TL;DR

Some things can be smaller than other things in some circumstances.

Topics

In this series I’m covering 5 topics:

Compression

It’s a basic fact of data compression that you can’t compress everything, if you make one thing take less space then you must be making something else take more space to store. Given this fact how does anyone ever compress any data? Image compression, music compression and general compression (e.g. zip) all do a pretty good job of it. All data compression simply works in one of two ways.

Lossy Compression

As the title implies, lossy compression loses some data when it compresses it. It’s obvious how you can make a file smaller if you throw some of the data away! This might sound pretty stupid but it’s probably the kind of compression you use most often, every time you view and image on a website or listen to an mp3 file you’re using lossy compression. The trick to lossy compression is knowing which data to throw away.

Lossless Compression

You may have guessed that the other type of compression does not lose data when it is compressed. It’s less obvious how this works, after all if you’ve got exactly the same data it must take the same space… right? Lossless compression works by making more common patterns take less space, and less common patterns take more space. For example, music files are not just random noise (usually) instead they are smooth curves which means that any value is going to be (normally) only a small difference from the previous value, so we can use a compression system that writes out the differences between values and uses less bits to encode small numbers and suddenly our music file is smaller (this is roughly how the lossless flac music format works).

Glossary

A floating point number stores a huge range of numbers, both very large and very small. Using less bits to store a float does not reduce the range, instead it reduces the precision.

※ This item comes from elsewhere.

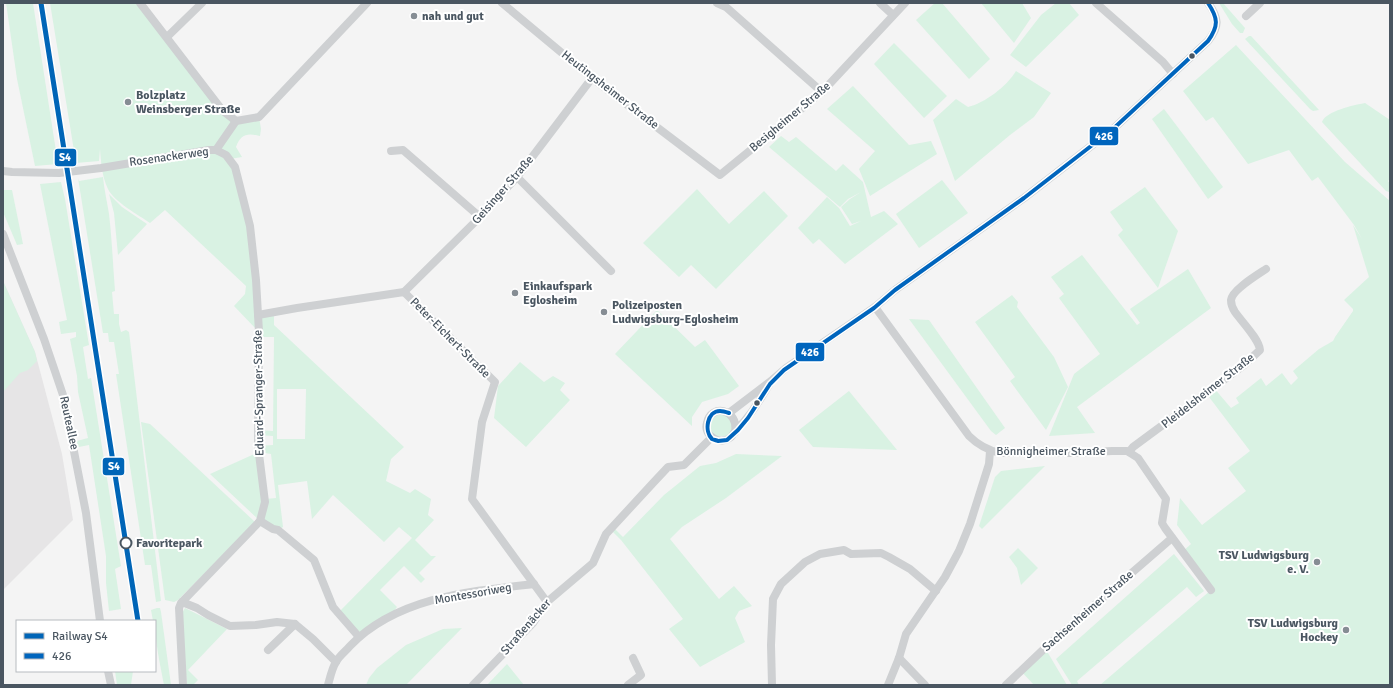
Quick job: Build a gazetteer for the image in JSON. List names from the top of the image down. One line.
{"streets":{"street":["Heutingsheimer Straße","Besigheimer Straße","Rosenackerweg","Geisinger Straße","Peter-Eichert-Straße","Pleidelsheimer Straße","Eduard-Spranger-Straße","Reuteallee","Bönnigheimer Straße","Montessoriweg","Sachsenheimer Straße","Straßenäcker"]},"crossings":[["Heutingsheimer Straße","Besigheimer Straße"],["Heutingsheimer Straße","Geisinger Straße"],["Rosenackerweg","Eduard-Spranger-Straße"],["Geisinger Straße","Peter-Eichert-Straße"],["Peter-Eichert-Straße","Eduard-Spranger-Straße"],["Peter-Eichert-Straße","Montessoriweg"],["Peter-Eichert-Straße","Straßenäcker"],["Pleidelsheimer Straße","Bönnigheimer Straße"]],"places":["nah und gut","Bolzplatz Weinsberger Straße","Einkaufspark Eglosheim","Polizeiposten Ludwigsburg-Eglosheim","Favoritepark","TSV Ludwigsburg e. V.","TSV Ludwigsburg Hockey"],"lines":["rail line S4","transit line 426"],"legend":["Railway S4","426"]}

An Unsigned Integer stores (obviously) whole numbers. Using less bits to store an integer does not reduce the precision instead it reduces the range of possible values that can be represented. i.e. a 16 bit integer simply cannot represent values larger than 65535, but a 32 bit one can represent all the way up to 4,294,967,295.

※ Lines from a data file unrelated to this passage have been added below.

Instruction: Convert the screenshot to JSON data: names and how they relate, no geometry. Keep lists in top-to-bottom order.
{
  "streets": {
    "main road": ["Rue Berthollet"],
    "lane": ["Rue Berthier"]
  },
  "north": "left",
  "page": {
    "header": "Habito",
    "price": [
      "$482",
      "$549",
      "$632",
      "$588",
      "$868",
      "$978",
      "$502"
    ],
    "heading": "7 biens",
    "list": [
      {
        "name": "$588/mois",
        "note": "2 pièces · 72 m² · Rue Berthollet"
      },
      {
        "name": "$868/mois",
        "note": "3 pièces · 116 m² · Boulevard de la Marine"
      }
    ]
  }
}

A Signed Integer can represent negative (whole) values. A signed integer simply shifts the range of possible values down by half, if an unsigned 16 bit integer can represent 0 -> 65535 then a signed 16 bit integer can represent -(65535/2) -> (65535/2).

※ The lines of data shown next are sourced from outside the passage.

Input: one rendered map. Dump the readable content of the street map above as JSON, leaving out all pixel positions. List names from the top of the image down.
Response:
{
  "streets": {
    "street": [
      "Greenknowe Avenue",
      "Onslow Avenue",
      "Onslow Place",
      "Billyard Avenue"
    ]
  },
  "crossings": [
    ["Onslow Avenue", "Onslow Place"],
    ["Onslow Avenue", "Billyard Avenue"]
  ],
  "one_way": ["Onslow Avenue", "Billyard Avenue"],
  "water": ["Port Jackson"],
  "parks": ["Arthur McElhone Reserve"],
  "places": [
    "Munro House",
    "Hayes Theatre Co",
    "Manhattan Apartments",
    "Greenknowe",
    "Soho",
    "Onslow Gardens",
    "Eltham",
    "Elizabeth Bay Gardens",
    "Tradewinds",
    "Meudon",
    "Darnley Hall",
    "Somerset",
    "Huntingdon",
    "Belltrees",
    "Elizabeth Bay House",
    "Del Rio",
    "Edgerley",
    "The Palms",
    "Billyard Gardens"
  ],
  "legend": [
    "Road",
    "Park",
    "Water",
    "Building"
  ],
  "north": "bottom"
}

Binary number are represented using Bits, A bit is either a 1 or a 0. In the same way as normal numbers the rightmost number means it’s own value, the next number to the left means it’s value * 10, and so on. A more in depth explanation is pretty far out of scope here, read wikipedia if you’re unfamiliar with binary.

A byte is the smallest value we can represent, it takes 8 bits. The packet encoding system never writes values less than 1 byte because it’s just a pain to handle.

Network Encoding

When writing a packet you’ll usually use a combination of both of these methods. Last time I included a list of all the methods Heist offers for writing to packets, here they are again classified as lossless or lossy:

Lossless

• WriteVariableUint64
• WriteRotationQuaternion64
• WriteVector3Float32
• WriteVector2Float32

Lossy

• WriteFloat16
• WriteVariableFloat16
• WriteNormalizedFloat8
• WriteRangeLimitedFloat8
• WriteRotationQuaternion32
• WriteVector3Float16
• WriteVector2Float16

WriteVariableUint64

This is a lossless compression method for writing out any unsigned integer (64 bits is the largest any C# integer, hence UInt64). The key to how this method works is that it takes less space to write out smaller values, it’s used in Heist to write out things like the length of any array (which is quite likely to be small) or the ID of an entity (which is assigned in ascending order, and so get larger with time).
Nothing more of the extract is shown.